The following evaluations are required prior to surgery:
● Obtain written informed consent to participate in study
● Complete screening and eligibility checklist
● Preoperative cfHPVDNA testing
● Complete blood count and basic metabolic panel testing
● Dysphagia assessment questionnaires
● B-HC (for WOCP) within 7 days of registration
● PET/CT or high-resolution CT or MRI of the neck within 28 days before registration.
● Clinical TNM staging
● Examination under anesthesia within 8 weeks or at time of surgery
The following evaluations are required prior to adjuvant treatment group assignment:
● Pathologic evaluation of surgical specimens including p16 IHC and HR-HPV PCR, margin status in mm, PNI, LVI, ENE defined as ≤ or > 2mm, number of cervical metastatic nodes, location of involved nodes, and pAJCC staging.
● 3-week postoperative cfHPVDNA testing
Treatment
Surgery
Eligible patients will undergo TORS resection of the tumor with negative intraoperative frozen section margins. Ipsilateral levels II-IV selective neck dissection will be routinely performed. Contralateral neck dissection, additional neck dissection levels (i.e. I,V), and appropriate reconstruction will be performed at the discretion of the operating surgeon. Surgery is to proceed until negative final frozen section margins are obtained.
Low-risk
Patients will be assigned to the low-risk group 1 if they meet the following criteria:
● Complete resection to negative frozen section margins (pT1-2)

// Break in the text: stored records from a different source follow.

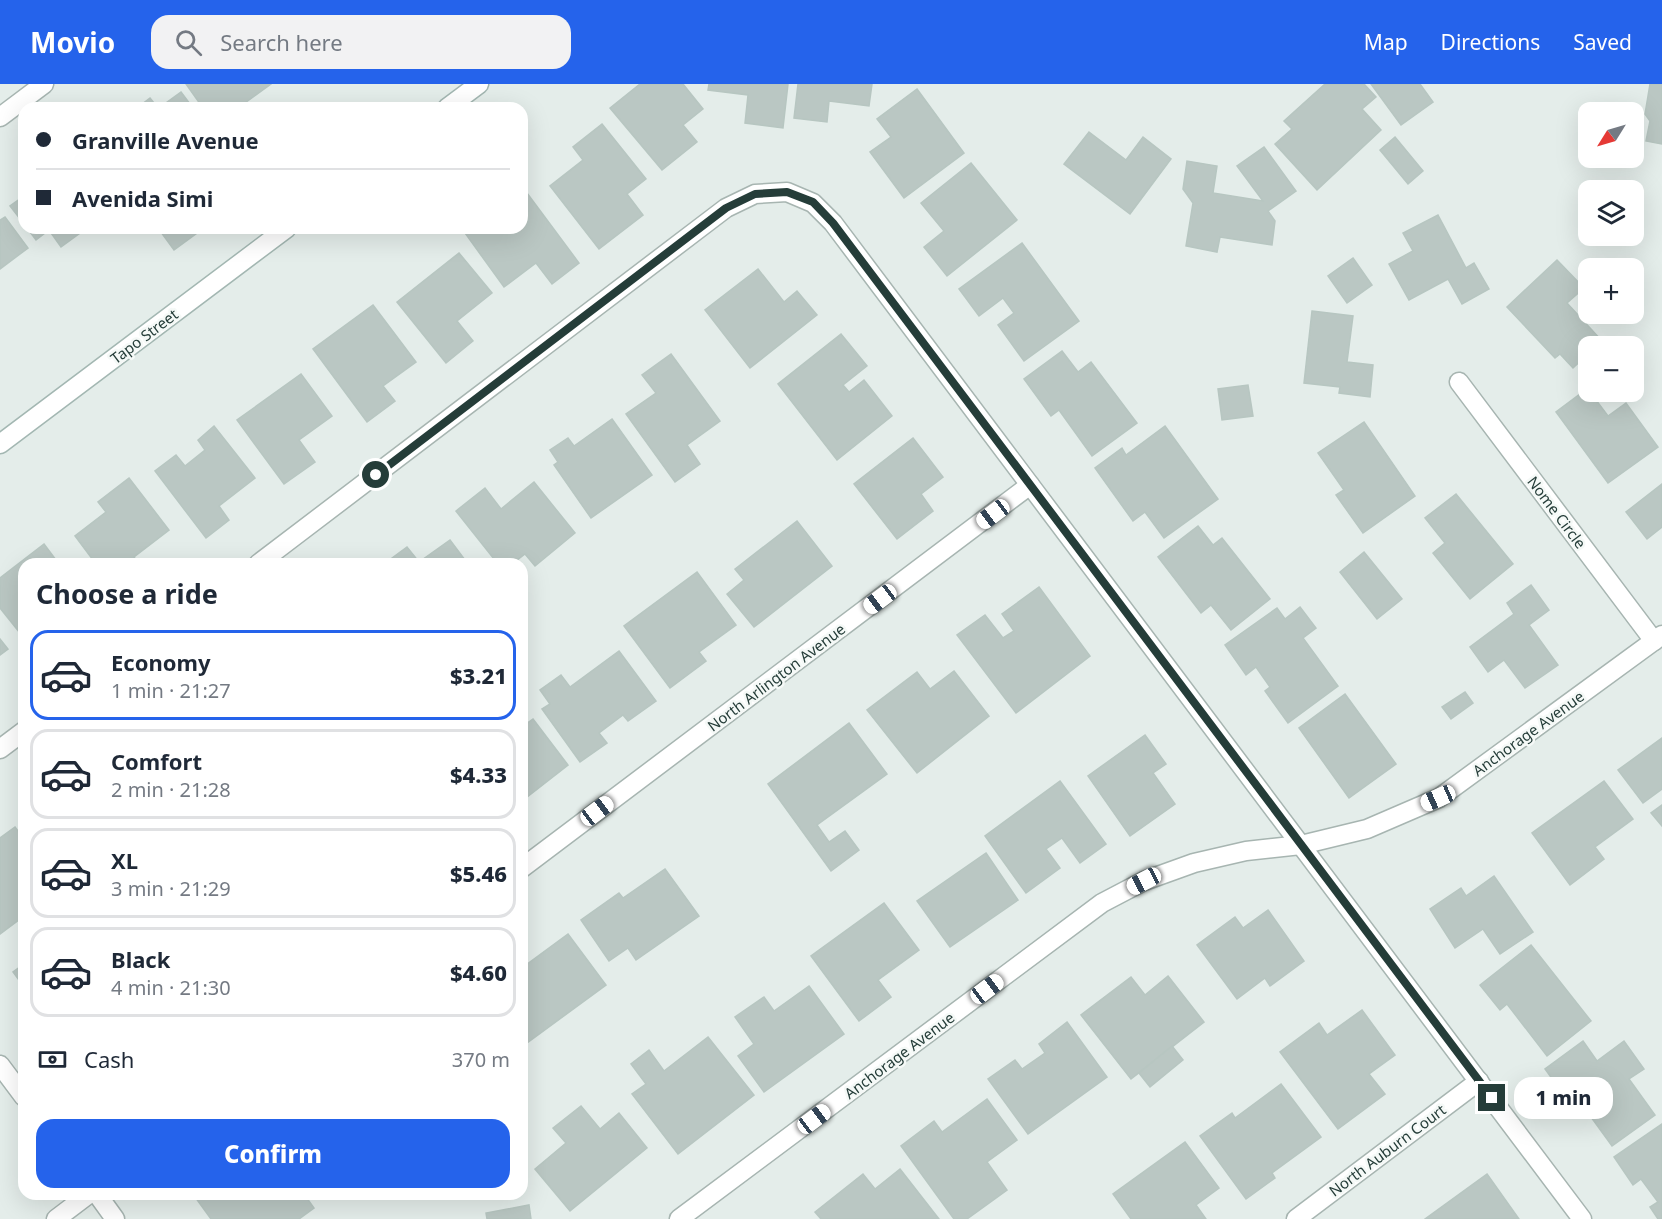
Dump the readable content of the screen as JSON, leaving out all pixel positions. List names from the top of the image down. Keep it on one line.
{"streets":{"street":["Tapo Street","Nome Circle","North Arlington Avenue","Anchorage Avenue","North Auburn Court"]},"crossings":[["Nome Circle","Anchorage Avenue"]],"north":"bottom left","page":{"header":"Movio","search":"Search here","nav":["Map","Directions","Saved"],"map_buttons":["+","−"],"banner":["Granville Avenue","Avenida Simi"],"heading":"Choose a ride","list":[{"name":"Economy","note":"1 min · 21:27","value":"$3.21"},{"name":"Comfort","note":"2 min · 21:28","value":"$4.33"},{"name":"XL","note":"3 min · 21:29","value":"$5.46"},{"name":"Black","note":"4 min · 21:30","value":"$4.60"}],"pay":["Cash","370 m"],"bubble":"1 min","buttons":"Confirm"}}
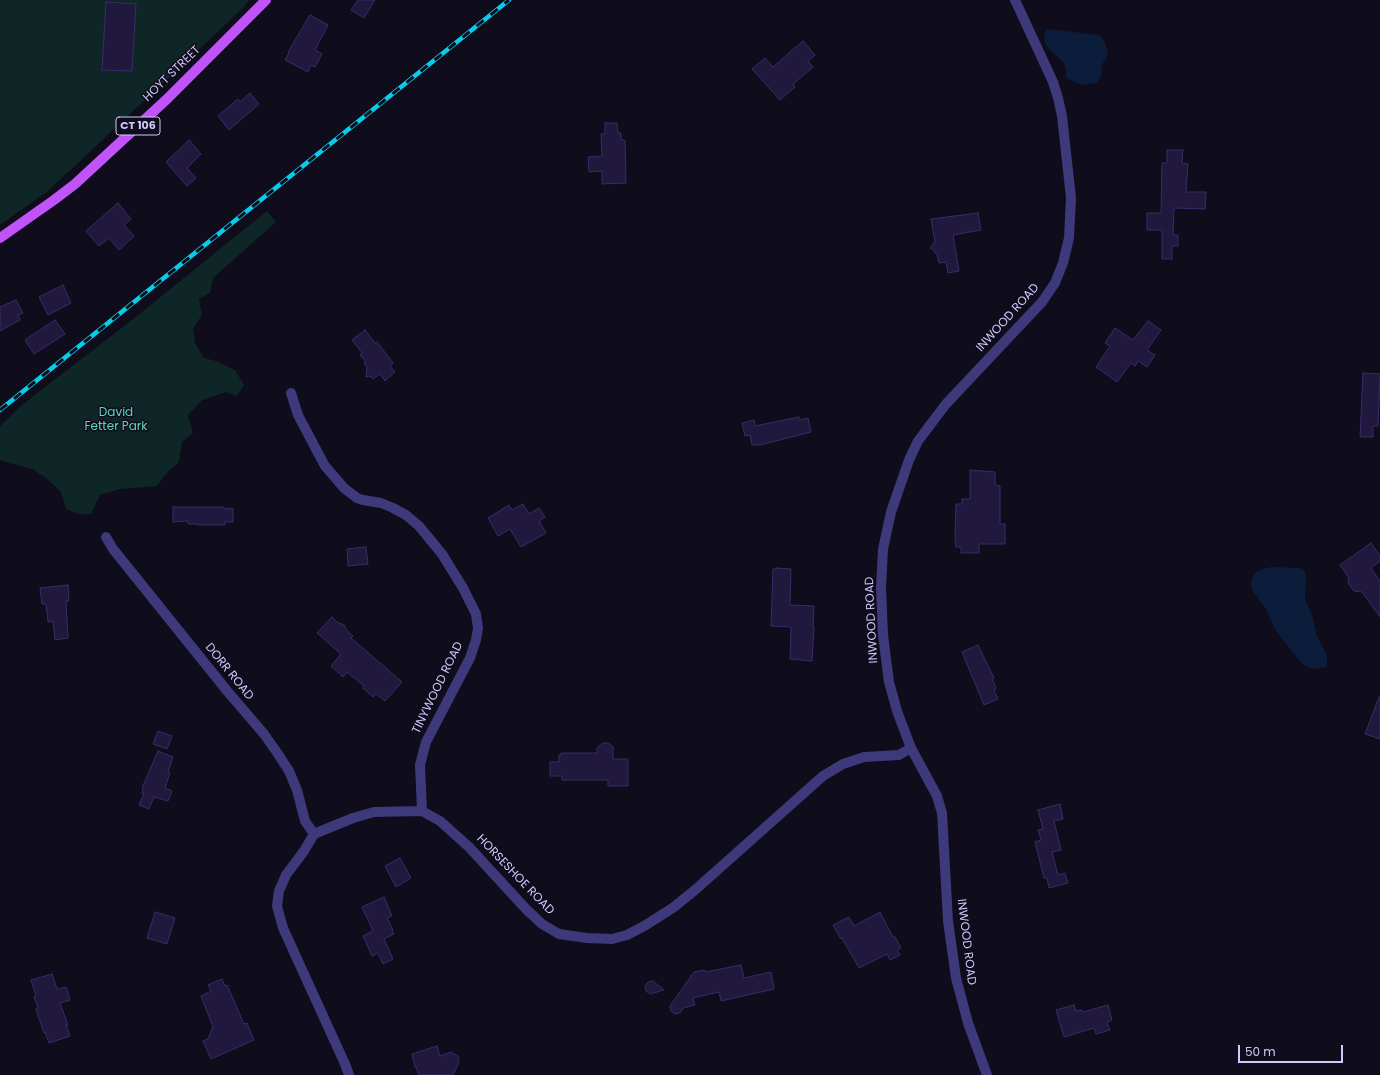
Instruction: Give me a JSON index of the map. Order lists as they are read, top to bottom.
{
  "streets": {
    "main road": ["HOYT STREET", "CT 106"],
    "street": [
      "INWOOD ROAD",
      "DORR ROAD",
      "TINYWOOD ROAD",
      "HORSESHOE ROAD"
    ]
  },
  "crossings": [
    ["INWOOD ROAD", "HORSESHOE ROAD"],
    ["TINYWOOD ROAD", "HORSESHOE ROAD"]
  ],
  "parks": ["David Fetter Park"],
  "scale_bar": "50 m"
}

● ≤ 3 nodes, ≤ 2 mm extranodal extension (ENE), no supraclavicular nodes
● HR-HPV positive
● Undetectable cfHPVDNA at 3 weeks post-operatively
Group 1 - observation protocol
Patients assigned to the low-risk group 1 will treated and monitored as outlined below:
● No adjuvant therapy
● Clinical evaluations every 3 months the first year
● PET-CT at 3 months post-surgery.
● CT neck and chest at 6 months.
● PET-CT at 1 year and 2 years post-operatively unless clinically indicated.

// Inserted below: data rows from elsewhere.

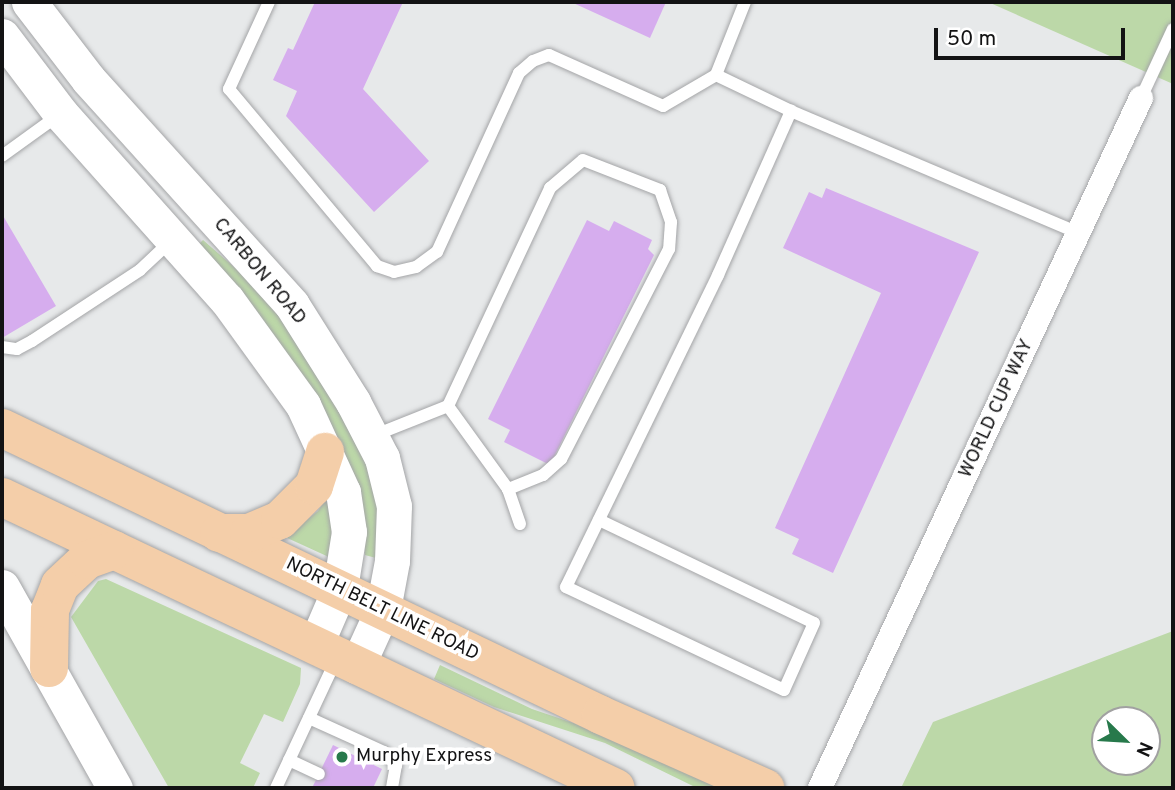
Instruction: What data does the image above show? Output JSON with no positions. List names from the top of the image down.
{
  "streets": {
    "main road": ["NORTH BELT LINE ROAD"],
    "street": ["CARBON ROAD", "WORLD CUP WAY"]
  },
  "crossings": [
    ["CARBON ROAD", "NORTH BELT LINE ROAD"]
  ],
  "places": ["Murphy Express"],
  "scale_bar": "50 m",
  "north": "bottom right"
}
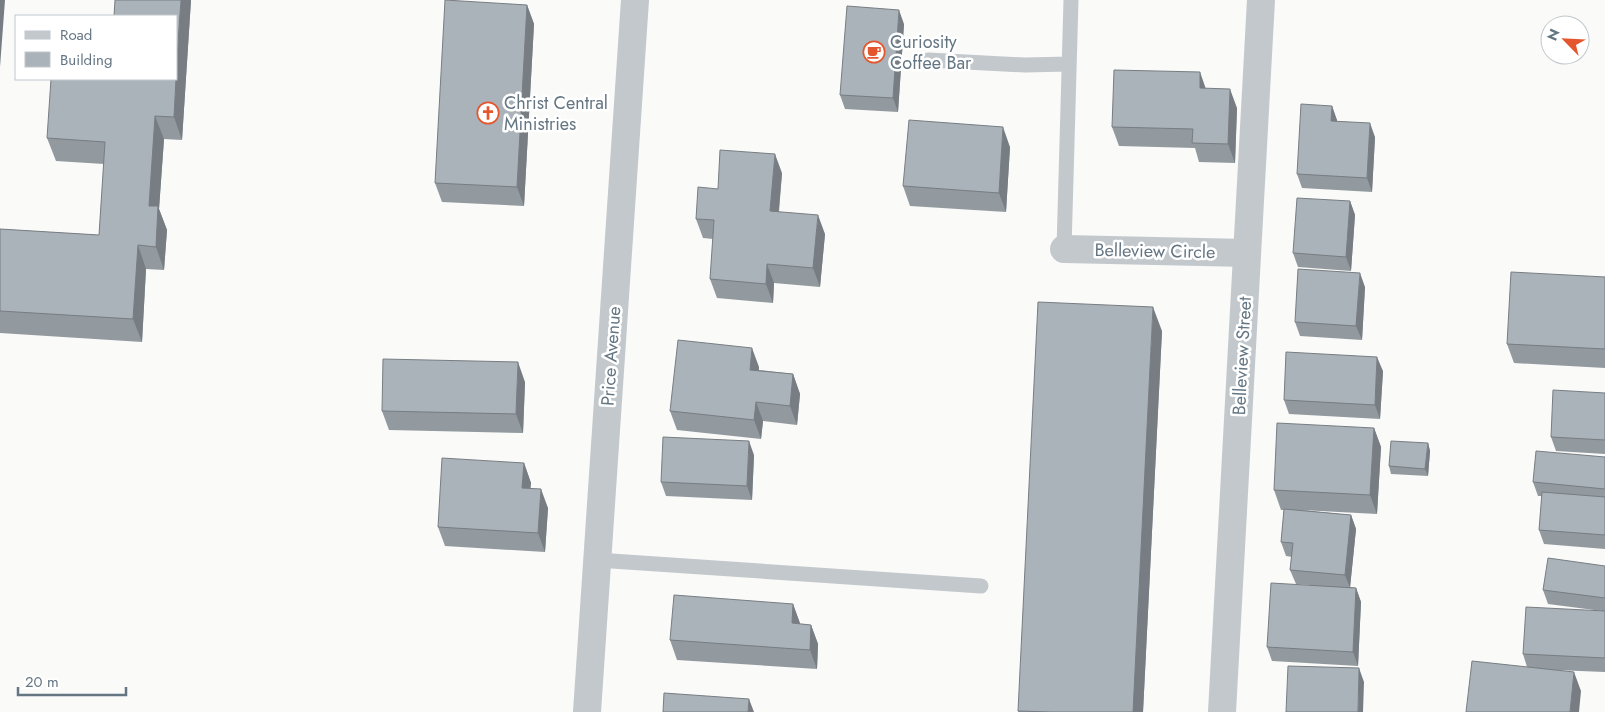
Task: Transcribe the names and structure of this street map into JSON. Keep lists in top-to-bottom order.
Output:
{
  "streets": {
    "street": ["Belleview Circle", "Price Avenue", "Belleview Street"]
  },
  "crossings": [
    ["Belleview Circle", "Belleview Street"]
  ],
  "places": {
    "cafe": ["Curiosity Coffee Bar"],
    "church": ["Christ Central Ministries"]
  },
  "legend": ["Road", "Building"],
  "scale_bar": "20 m",
  "north": "top left"
}
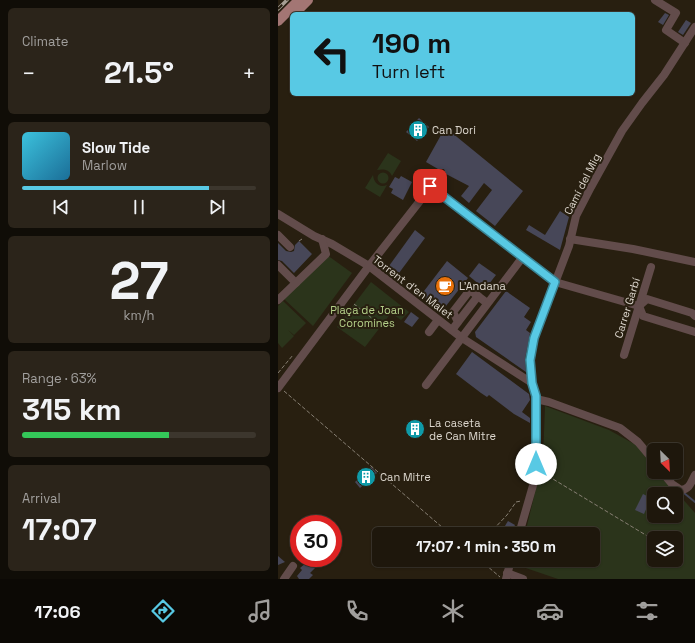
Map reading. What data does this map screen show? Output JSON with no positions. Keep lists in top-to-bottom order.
{
  "streets": {
    "street": ["Camí del Mig", "Torrent d'en Malet", "Carrer Garbí"]
  },
  "crossings": [
    ["Camí del Mig", "Torrent d'en Malet"]
  ],
  "parks": ["Plaça de Joan Coromines"],
  "places": {
    "building": ["Can Dori", "La caseta de Can Mitre", "Can Mitre"],
    "cafe": ["L'Andana"]
  },
  "north": "bottom right",
  "page": {
    "tile": [
      "Climate",
      ["27", "km/h"],
      ["Range · 63%", "315 km"],
      ["Arrival", "17:07"]
    ],
    "turn": ["190 m", "Turn left"],
    "heat": ["−", "21.5°", "+"],
    "song": ["Slow Tide", "Marlow"],
    "limit": "30",
    "trip": "17:07 · 1 min · 350 m",
    "tabs": "17:06"
  }
}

● Imaging to be supplemented with HPV cfHPVDNA testing 12 weeks after surgery and every 3 months for the first two years after surgery.
● If cfHPVDNA test is positive, patient will have repeat testing 4 weeks later. If test continues to be positive, this finding will mandate an enhanced PET-CT. For patients with two consecutive positive cfHPVDNA tests post-operatively and no obvious primary identified on clinical examination and imaging, both enhanced PET-CT and clinical examination will be performed every 3 months until the emergence of a defined site of recurrence. If no obvious recurrence after 6 months of routine testing and examination, timing of further clinical evaluation and imaging will be relegated to investigator’s choice.
High-risk
Patients will be assigned to the high-risk group 2 if they meet the following criteria:
● The presence of any of the following: 4 positive nodes, gross ENE, final positive margins, or bilateral neck disease
● High-risk PNI/LVI (defined as PNI and LVI in combination or either factor in the presence of 3 or more positive nodes)
● Undetectable cfHPVDNA at 3 weeks post-operatively
Group 2 – de-intensified adjuvant protocol
Patients assigned to the high-risk group 2 will treated and monitored as outlined below:
● Postoperative chemoradiation (4600 cGy with weekly cisplatin for a total dose of 200 mg/M2)
● Clinical evaluations every 3 months during the first year
● PET-CT at 3 months post-surgery.
● CT neck and chest at 6 months.
● PET-CT at 1 year and 2 years post-operatively unless clinically indicated.
● Imaging to be supplemented with cfHPVDNA testing at 6 and 12 weeks after CRT is completed and every 3 months for the first two years after CRT. If positive, will get repeat testing 4 weeks later. If continues to be positive, will mandate enhanced PET-CT. If no obvious recurrence after 6 months of routine testing and examination, timing of further clinical evaluation and imaging will be relegated to investigator’s choice.
● Patients with detectable/positive cfHPVDNA post-operatively will be excluded from the study. They will be offered a separate sub-study
● Patients with 5 or more pathologic nodes on final pathology will be excluded from the study, irrespective of cfHPVDNA status and will be offered a separate sub-study.
Radiation
All patients will receive daily radiation treatment with either intensity-modulated radiotherapy (IMRT) or proton beam therapy. Photon beams of ≥4 MV are required. Patients not receiving proton therapy are required to receive Intensity Modulated Radiotherapy (IMRT) is required for all cases. IMRT via dynamically moving leaves, step-and-shoot with a multileaf collimator, Rapid Arc, binary multileaf collimator and tomotherapy are allowed. Proton beam therapy will be delivered with either passive scattered, uniform scanning beam, pencil beam scanning (PBS), which is also called intensity modulated proton therapy (IMPT) techniques depending on the facility’s experience and equipment.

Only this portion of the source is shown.